─── Source data

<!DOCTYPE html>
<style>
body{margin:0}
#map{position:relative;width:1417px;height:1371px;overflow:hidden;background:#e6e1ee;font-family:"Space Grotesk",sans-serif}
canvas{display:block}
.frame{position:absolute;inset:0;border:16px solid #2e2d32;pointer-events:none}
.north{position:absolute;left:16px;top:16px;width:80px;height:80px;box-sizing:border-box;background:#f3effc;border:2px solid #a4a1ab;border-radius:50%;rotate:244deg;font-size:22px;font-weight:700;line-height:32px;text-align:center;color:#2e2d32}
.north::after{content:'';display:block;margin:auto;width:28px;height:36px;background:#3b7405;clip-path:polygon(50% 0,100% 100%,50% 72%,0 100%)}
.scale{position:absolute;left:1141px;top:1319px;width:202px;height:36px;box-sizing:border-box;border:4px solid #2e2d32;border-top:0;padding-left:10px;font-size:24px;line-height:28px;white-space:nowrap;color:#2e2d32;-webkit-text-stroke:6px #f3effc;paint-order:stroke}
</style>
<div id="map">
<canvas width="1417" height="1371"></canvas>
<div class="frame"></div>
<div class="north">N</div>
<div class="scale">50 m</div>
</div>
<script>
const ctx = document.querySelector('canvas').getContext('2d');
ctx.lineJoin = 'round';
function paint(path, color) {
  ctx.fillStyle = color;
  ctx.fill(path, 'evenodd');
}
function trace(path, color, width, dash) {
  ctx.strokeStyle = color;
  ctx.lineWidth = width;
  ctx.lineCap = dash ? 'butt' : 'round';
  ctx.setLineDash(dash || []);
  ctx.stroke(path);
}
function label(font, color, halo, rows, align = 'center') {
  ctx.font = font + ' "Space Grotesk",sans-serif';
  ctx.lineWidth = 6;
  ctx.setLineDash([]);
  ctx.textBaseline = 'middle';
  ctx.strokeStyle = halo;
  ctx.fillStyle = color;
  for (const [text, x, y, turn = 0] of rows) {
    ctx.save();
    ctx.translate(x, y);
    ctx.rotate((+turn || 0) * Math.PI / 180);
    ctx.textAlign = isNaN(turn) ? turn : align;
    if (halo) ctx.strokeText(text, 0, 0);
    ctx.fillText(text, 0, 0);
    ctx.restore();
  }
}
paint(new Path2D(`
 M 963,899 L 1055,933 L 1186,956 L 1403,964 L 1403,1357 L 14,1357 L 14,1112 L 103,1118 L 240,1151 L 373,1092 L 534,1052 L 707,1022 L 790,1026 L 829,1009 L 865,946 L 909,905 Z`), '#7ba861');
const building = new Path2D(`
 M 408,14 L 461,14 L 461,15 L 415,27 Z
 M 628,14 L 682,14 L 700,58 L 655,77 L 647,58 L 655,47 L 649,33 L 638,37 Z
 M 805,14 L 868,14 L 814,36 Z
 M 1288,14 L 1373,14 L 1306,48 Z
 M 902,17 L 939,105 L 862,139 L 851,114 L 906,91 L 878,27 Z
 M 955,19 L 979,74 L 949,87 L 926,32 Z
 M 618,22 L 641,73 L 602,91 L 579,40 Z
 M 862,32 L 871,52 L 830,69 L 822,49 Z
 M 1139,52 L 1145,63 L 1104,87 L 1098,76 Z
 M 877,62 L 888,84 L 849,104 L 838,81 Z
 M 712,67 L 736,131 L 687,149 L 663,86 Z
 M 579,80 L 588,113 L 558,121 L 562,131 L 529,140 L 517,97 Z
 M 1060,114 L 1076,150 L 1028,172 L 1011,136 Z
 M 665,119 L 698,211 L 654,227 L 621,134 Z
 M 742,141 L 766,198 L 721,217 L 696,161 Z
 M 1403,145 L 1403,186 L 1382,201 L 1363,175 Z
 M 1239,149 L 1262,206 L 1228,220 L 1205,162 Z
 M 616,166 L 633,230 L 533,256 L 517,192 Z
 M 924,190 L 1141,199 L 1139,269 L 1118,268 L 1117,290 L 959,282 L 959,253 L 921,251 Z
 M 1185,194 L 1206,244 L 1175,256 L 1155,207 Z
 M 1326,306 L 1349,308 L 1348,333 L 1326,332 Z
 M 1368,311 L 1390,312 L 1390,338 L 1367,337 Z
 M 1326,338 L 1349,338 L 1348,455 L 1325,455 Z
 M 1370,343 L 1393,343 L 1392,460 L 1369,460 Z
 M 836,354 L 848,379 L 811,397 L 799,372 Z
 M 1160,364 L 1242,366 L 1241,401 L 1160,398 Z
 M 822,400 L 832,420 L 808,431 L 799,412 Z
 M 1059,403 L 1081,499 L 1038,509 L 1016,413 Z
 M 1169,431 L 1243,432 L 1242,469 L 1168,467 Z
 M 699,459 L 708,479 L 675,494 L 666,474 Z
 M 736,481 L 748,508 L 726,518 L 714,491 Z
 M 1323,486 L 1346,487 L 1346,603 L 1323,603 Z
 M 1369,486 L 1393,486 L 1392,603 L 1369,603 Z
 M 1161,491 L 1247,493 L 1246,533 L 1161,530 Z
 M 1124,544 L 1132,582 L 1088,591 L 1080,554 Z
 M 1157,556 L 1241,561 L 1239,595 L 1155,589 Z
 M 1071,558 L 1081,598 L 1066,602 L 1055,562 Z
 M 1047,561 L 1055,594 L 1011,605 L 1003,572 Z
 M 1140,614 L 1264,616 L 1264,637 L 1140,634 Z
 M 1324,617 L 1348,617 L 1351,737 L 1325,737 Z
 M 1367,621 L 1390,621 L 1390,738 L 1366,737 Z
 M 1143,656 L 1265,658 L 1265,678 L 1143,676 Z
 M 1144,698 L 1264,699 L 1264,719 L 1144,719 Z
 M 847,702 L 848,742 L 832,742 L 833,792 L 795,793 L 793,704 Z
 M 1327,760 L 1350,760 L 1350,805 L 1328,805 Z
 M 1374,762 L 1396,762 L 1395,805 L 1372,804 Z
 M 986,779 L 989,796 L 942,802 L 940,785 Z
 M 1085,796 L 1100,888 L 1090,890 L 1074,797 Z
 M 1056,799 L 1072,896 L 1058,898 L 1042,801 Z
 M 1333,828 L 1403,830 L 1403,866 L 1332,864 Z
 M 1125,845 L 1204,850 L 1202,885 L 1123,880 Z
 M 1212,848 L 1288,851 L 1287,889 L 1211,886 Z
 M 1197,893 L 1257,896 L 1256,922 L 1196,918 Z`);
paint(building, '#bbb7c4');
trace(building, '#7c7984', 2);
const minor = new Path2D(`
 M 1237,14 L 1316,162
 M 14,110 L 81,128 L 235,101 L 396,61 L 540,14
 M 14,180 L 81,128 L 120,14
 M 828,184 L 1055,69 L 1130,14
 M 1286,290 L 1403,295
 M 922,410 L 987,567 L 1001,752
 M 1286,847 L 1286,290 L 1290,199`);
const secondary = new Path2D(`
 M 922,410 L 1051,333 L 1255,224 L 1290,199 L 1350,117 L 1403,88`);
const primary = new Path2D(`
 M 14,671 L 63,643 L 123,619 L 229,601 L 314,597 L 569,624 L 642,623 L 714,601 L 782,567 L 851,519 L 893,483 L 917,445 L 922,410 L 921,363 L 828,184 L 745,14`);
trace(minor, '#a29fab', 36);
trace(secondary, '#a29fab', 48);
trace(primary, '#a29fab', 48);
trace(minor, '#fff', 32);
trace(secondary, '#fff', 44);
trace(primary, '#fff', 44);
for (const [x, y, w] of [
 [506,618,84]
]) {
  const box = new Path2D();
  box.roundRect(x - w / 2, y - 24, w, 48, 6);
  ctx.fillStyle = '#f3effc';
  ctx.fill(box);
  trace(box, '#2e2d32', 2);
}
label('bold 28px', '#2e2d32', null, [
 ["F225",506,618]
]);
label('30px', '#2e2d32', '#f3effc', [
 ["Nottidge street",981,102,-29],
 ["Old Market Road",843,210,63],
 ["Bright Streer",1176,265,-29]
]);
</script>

──────

| Problem to work on |
Please reproduce, exactly as they appear above, the lines from the line containing "M 955,19 L 979,74 L 949,87 L 926,32 Z" up to and including the line containing "M 1327,760 L".

| Expected output |
 M 955,19 L 979,74 L 949,87 L 926,32 Z
 M 618,22 L 641,73 L 602,91 L 579,40 Z
 M 862,32 L 871,52 L 830,69 L 822,49 Z
 M 1139,52 L 1145,63 L 1104,87 L 1098,76 Z
 M 877,62 L 888,84 L 849,104 L 838,81 Z
 M 712,67 L 736,131 L 687,149 L 663,86 Z
 M 579,80 L 588,113 L 558,121 L 562,131 L 529,140 L 517,97 Z
 M 1060,114 L 1076,150 L 1028,172 L 1011,136 Z
 M 665,119 L 698,211 L 654,227 L 621,134 Z
 M 742,141 L 766,198 L 721,217 L 696,161 Z
 M 1403,145 L 1403,186 L 1382,201 L 1363,175 Z
 M 1239,149 L 1262,206 L 1228,220 L 1205,162 Z
 M 616,166 L 633,230 L 533,256 L 517,192 Z
 M 924,190 L 1141,199 L 1139,269 L 1118,268 L 1117,290 L 959,282 L 959,253 L 921,251 Z
 M 1185,194 L 1206,244 L 1175,256 L 1155,207 Z
 M 1326,306 L 1349,308 L 1348,333 L 1326,332 Z
 M 1368,311 L 1390,312 L 1390,338 L 1367,337 Z
 M 1326,338 L 1349,338 L 1348,455 L 1325,455 Z
 M 1370,343 L 1393,343 L 1392,460 L 1369,460 Z
 M 836,354 L 848,379 L 811,397 L 799,372 Z
 M 1160,364 L 1242,366 L 1241,401 L 1160,398 Z
 M 822,400 L 832,420 L 808,431 L 799,412 Z
 M 1059,403 L 1081,499 L 1038,509 L 1016,413 Z
 M 1169,431 L 1243,432 L 1242,469 L 1168,467 Z
 M 699,459 L 708,479 L 675,494 L 666,474 Z
 M 736,481 L 748,508 L 726,518 L 714,491 Z
 M 1323,486 L 1346,487 L 1346,603 L 1323,603 Z
 M 1369,486 L 1393,486 L 1392,603 L 1369,603 Z
 M 1161,491 L 1247,493 L 1246,533 L 1161,530 Z
 M 1124,544 L 1132,582 L 1088,591 L 1080,554 Z
 M 1157,556 L 1241,561 L 1239,595 L 1155,589 Z
 M 1071,558 L 1081,598 L 1066,602 L 1055,562 Z
 M 1047,561 L 1055,594 L 1011,605 L 1003,572 Z
 M 1140,614 L 1264,616 L 1264,637 L 1140,634 Z
 M 1324,617 L 1348,617 L 1351,737 L 1325,737 Z
 M 1367,621 L 1390,621 L 1390,738 L 1366,737 Z
 M 1143,656 L 1265,658 L 1265,678 L 1143,676 Z
 M 1144,698 L 1264,699 L 1264,719 L 1144,719 Z
 M 847,702 L 848,742 L 832,742 L 833,792 L 795,793 L 793,704 Z
 M 1327,760 L 1350,760 L 1350,805 L 1328,805 Z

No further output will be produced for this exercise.